Whenever a line below mentions the word "this", that line should be copied.

Data records:
# # # # #

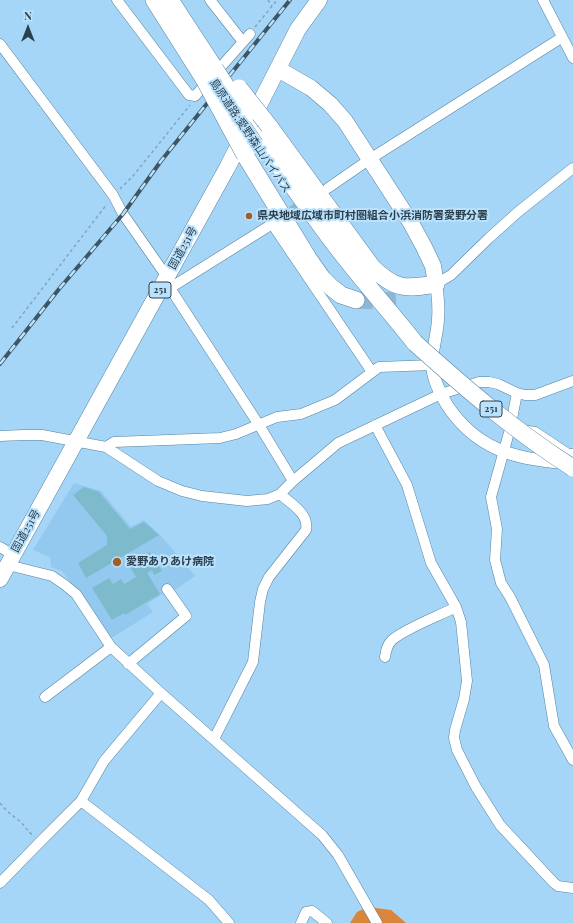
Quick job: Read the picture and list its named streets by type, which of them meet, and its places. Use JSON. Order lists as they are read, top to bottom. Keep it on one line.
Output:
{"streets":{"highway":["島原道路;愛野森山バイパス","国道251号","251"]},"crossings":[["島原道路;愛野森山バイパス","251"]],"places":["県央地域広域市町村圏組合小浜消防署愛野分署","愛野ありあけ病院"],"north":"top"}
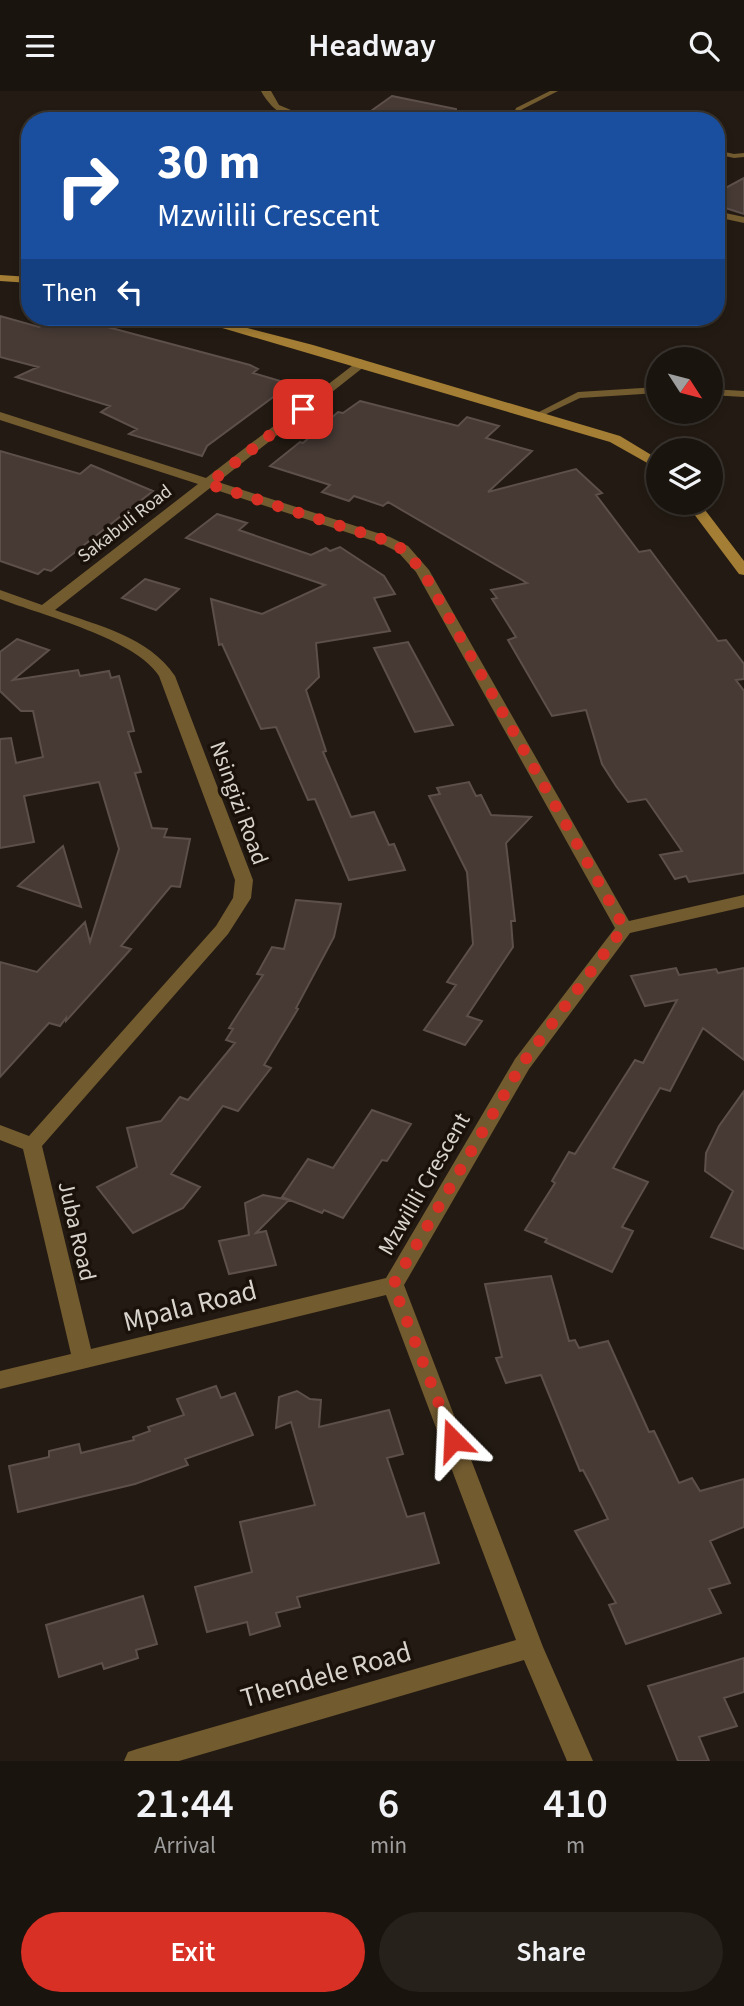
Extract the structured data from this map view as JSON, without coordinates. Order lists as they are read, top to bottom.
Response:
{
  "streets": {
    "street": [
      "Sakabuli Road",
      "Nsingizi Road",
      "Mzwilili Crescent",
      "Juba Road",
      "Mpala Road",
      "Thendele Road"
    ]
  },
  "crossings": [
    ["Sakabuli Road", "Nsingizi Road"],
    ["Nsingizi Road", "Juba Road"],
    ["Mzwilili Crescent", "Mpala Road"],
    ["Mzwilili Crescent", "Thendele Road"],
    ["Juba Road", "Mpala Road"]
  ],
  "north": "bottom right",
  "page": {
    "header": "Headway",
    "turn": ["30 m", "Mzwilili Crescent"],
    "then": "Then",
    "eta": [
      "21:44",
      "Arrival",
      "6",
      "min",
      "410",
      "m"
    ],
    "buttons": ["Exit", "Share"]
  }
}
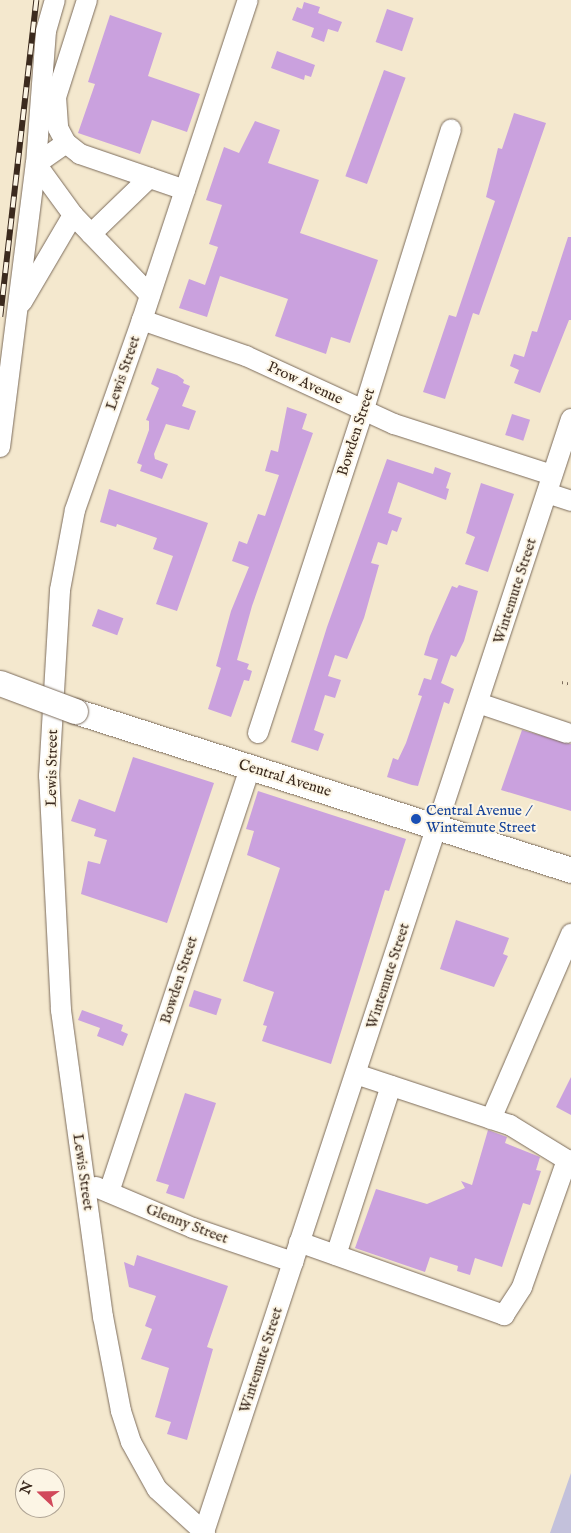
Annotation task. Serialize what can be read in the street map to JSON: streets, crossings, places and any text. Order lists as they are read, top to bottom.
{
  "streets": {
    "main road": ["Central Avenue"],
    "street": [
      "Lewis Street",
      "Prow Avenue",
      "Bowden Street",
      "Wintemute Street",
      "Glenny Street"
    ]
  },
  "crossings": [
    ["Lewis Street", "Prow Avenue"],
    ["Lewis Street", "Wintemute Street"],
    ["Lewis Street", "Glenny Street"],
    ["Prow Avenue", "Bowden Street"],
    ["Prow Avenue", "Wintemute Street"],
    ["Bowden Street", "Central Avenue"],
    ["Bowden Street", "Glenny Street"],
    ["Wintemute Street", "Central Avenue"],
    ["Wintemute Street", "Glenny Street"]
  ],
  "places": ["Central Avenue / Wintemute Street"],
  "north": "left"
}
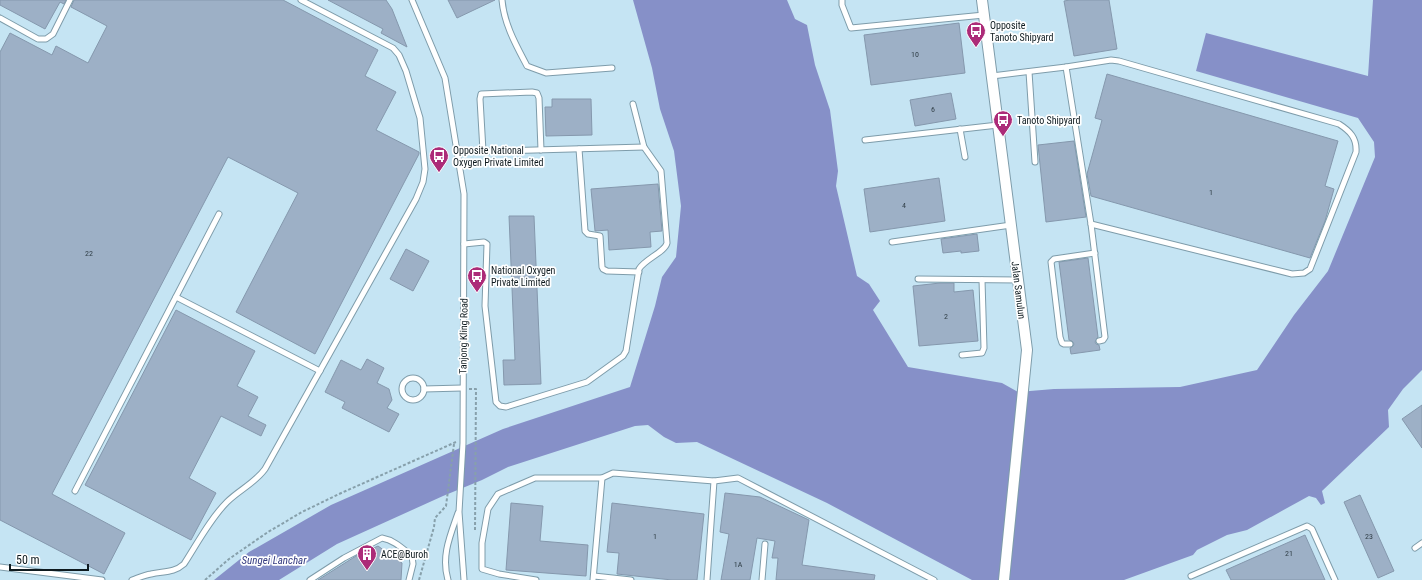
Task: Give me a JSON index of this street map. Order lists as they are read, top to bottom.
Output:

# # # # #

Reply:
Extract the structured data from this map view as JSON, without coordinates. Order lists as they are read, top to bottom.
Task: Give me a JSON index of this street map. Order lists as they are read, top to bottom.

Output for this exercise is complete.